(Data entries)
-=-=-

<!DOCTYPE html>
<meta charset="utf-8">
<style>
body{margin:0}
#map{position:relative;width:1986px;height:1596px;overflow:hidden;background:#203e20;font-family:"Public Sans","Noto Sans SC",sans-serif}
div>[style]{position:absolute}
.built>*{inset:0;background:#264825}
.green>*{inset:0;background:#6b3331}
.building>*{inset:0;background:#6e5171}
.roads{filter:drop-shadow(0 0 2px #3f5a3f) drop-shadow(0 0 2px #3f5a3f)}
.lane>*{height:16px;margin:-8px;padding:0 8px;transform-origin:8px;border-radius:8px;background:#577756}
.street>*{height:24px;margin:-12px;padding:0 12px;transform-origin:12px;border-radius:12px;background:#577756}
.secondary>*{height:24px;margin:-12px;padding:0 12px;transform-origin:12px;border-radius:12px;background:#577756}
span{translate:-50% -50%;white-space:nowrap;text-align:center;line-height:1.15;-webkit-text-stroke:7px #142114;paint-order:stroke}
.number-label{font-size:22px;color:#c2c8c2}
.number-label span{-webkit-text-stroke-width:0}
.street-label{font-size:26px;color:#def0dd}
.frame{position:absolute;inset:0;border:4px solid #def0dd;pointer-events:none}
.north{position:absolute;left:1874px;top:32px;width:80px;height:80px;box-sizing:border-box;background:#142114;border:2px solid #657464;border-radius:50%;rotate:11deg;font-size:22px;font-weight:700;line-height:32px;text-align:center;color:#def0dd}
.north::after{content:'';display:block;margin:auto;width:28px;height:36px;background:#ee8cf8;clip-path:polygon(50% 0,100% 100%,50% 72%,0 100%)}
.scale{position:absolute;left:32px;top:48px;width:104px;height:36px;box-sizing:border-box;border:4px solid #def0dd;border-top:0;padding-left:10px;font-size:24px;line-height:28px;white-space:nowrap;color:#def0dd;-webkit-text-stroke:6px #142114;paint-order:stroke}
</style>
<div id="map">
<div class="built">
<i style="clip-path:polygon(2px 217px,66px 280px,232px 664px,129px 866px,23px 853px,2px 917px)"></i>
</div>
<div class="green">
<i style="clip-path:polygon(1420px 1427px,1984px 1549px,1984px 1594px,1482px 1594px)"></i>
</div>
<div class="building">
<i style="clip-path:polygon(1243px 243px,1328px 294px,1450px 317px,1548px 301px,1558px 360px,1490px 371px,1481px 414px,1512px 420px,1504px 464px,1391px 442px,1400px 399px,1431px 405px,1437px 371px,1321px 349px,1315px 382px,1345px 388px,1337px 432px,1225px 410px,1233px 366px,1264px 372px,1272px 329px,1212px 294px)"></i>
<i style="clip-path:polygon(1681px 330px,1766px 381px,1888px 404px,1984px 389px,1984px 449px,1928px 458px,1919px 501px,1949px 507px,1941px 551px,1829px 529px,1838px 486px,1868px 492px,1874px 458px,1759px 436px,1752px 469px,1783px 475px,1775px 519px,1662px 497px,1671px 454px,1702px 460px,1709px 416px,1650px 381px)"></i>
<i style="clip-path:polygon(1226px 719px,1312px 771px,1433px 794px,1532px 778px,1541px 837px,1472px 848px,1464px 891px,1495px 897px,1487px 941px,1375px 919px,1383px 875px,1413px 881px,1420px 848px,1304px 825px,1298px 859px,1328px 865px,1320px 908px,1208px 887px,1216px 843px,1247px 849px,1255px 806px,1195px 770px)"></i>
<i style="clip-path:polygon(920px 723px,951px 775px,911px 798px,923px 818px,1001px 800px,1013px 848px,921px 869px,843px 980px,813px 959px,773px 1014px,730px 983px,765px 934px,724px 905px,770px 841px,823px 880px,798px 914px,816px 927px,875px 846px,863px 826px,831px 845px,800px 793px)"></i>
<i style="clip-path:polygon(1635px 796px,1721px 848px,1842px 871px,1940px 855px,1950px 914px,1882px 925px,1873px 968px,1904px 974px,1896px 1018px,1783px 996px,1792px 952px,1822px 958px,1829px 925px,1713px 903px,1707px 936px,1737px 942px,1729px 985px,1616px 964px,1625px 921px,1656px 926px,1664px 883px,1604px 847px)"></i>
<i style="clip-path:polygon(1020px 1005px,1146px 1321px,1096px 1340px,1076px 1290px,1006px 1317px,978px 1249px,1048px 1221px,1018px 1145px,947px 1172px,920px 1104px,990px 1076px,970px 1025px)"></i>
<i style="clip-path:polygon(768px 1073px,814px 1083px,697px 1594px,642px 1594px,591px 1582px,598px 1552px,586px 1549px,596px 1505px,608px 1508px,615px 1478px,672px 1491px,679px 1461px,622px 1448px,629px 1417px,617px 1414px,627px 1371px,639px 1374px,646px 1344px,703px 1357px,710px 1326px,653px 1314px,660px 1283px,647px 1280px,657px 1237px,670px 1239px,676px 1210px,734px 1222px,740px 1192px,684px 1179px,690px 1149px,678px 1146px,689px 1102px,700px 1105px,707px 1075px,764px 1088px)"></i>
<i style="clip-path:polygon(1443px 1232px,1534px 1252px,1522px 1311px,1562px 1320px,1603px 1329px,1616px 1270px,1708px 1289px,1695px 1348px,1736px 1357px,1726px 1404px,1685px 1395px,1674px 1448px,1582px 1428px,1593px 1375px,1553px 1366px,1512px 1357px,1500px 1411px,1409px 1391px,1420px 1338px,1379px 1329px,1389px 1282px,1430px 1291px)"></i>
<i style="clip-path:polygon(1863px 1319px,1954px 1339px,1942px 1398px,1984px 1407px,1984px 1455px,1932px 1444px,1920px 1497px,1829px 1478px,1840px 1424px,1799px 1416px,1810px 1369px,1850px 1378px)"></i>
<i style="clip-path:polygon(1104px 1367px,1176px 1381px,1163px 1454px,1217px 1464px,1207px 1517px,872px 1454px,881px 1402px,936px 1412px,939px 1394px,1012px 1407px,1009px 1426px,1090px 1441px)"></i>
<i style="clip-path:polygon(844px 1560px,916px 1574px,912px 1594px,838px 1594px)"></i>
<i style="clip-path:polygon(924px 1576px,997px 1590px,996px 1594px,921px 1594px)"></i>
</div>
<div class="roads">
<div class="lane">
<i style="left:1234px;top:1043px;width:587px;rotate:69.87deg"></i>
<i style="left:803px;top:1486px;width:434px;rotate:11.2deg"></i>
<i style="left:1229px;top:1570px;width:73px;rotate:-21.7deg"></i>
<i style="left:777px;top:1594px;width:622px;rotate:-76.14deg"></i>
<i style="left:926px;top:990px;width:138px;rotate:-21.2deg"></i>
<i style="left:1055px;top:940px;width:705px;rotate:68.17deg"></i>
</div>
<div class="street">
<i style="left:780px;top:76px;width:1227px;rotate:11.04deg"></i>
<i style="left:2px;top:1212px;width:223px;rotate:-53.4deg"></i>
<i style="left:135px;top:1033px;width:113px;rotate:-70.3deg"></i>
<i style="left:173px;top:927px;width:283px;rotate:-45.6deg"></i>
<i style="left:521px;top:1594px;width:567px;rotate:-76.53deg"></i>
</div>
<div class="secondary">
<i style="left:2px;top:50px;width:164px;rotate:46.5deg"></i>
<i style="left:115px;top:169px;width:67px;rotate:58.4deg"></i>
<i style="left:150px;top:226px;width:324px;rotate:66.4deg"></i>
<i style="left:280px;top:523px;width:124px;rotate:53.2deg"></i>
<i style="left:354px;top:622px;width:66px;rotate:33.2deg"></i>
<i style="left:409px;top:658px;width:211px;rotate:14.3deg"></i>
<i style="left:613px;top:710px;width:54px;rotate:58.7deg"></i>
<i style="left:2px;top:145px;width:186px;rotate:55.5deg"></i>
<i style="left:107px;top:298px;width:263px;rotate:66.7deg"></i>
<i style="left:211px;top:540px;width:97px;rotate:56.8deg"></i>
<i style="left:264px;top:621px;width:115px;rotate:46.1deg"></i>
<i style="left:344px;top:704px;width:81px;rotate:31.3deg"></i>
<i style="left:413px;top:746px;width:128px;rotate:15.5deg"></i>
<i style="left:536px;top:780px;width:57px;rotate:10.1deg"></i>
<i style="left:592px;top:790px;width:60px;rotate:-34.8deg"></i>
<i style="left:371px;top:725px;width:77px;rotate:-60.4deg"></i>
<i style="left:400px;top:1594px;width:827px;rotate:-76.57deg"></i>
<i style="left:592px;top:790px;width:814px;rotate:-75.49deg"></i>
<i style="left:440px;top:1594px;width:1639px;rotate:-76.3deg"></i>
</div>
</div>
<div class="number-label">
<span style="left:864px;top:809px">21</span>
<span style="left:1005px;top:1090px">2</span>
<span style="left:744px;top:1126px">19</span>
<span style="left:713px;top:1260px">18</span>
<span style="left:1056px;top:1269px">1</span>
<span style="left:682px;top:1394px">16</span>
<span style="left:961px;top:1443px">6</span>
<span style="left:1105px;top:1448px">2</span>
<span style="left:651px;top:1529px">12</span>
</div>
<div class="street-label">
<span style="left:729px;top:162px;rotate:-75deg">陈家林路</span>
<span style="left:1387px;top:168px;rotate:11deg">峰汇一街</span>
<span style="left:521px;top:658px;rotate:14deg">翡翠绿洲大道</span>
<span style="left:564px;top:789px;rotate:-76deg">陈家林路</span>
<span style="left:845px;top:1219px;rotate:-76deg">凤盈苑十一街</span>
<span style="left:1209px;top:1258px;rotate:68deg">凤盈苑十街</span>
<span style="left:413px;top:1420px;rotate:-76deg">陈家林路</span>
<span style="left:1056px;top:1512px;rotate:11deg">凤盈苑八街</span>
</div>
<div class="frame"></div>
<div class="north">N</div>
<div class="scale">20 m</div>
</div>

-=-=-

-- WORK ORDER --
Can you write out the lines above, from the first one through the one containing "2px #3f5a3f) drop-shadow(0", exactly as they appear and nothing more?

-- EXERCISE RESULT --
<!DOCTYPE html>
<meta charset="utf-8">
<style>
body{margin:0}
#map{position:relative;width:1986px;height:1596px;overflow:hidden;background:#203e20;font-family:"Public Sans","Noto Sans SC",sans-serif}
div>[style]{position:absolute}
.built>*{inset:0;background:#264825}
.green>*{inset:0;background:#6b3331}
.building>*{inset:0;background:#6e5171}
.roads{filter:drop-shadow(0 0 2px #3f5a3f) drop-shadow(0 0 2px #3f5a3f)}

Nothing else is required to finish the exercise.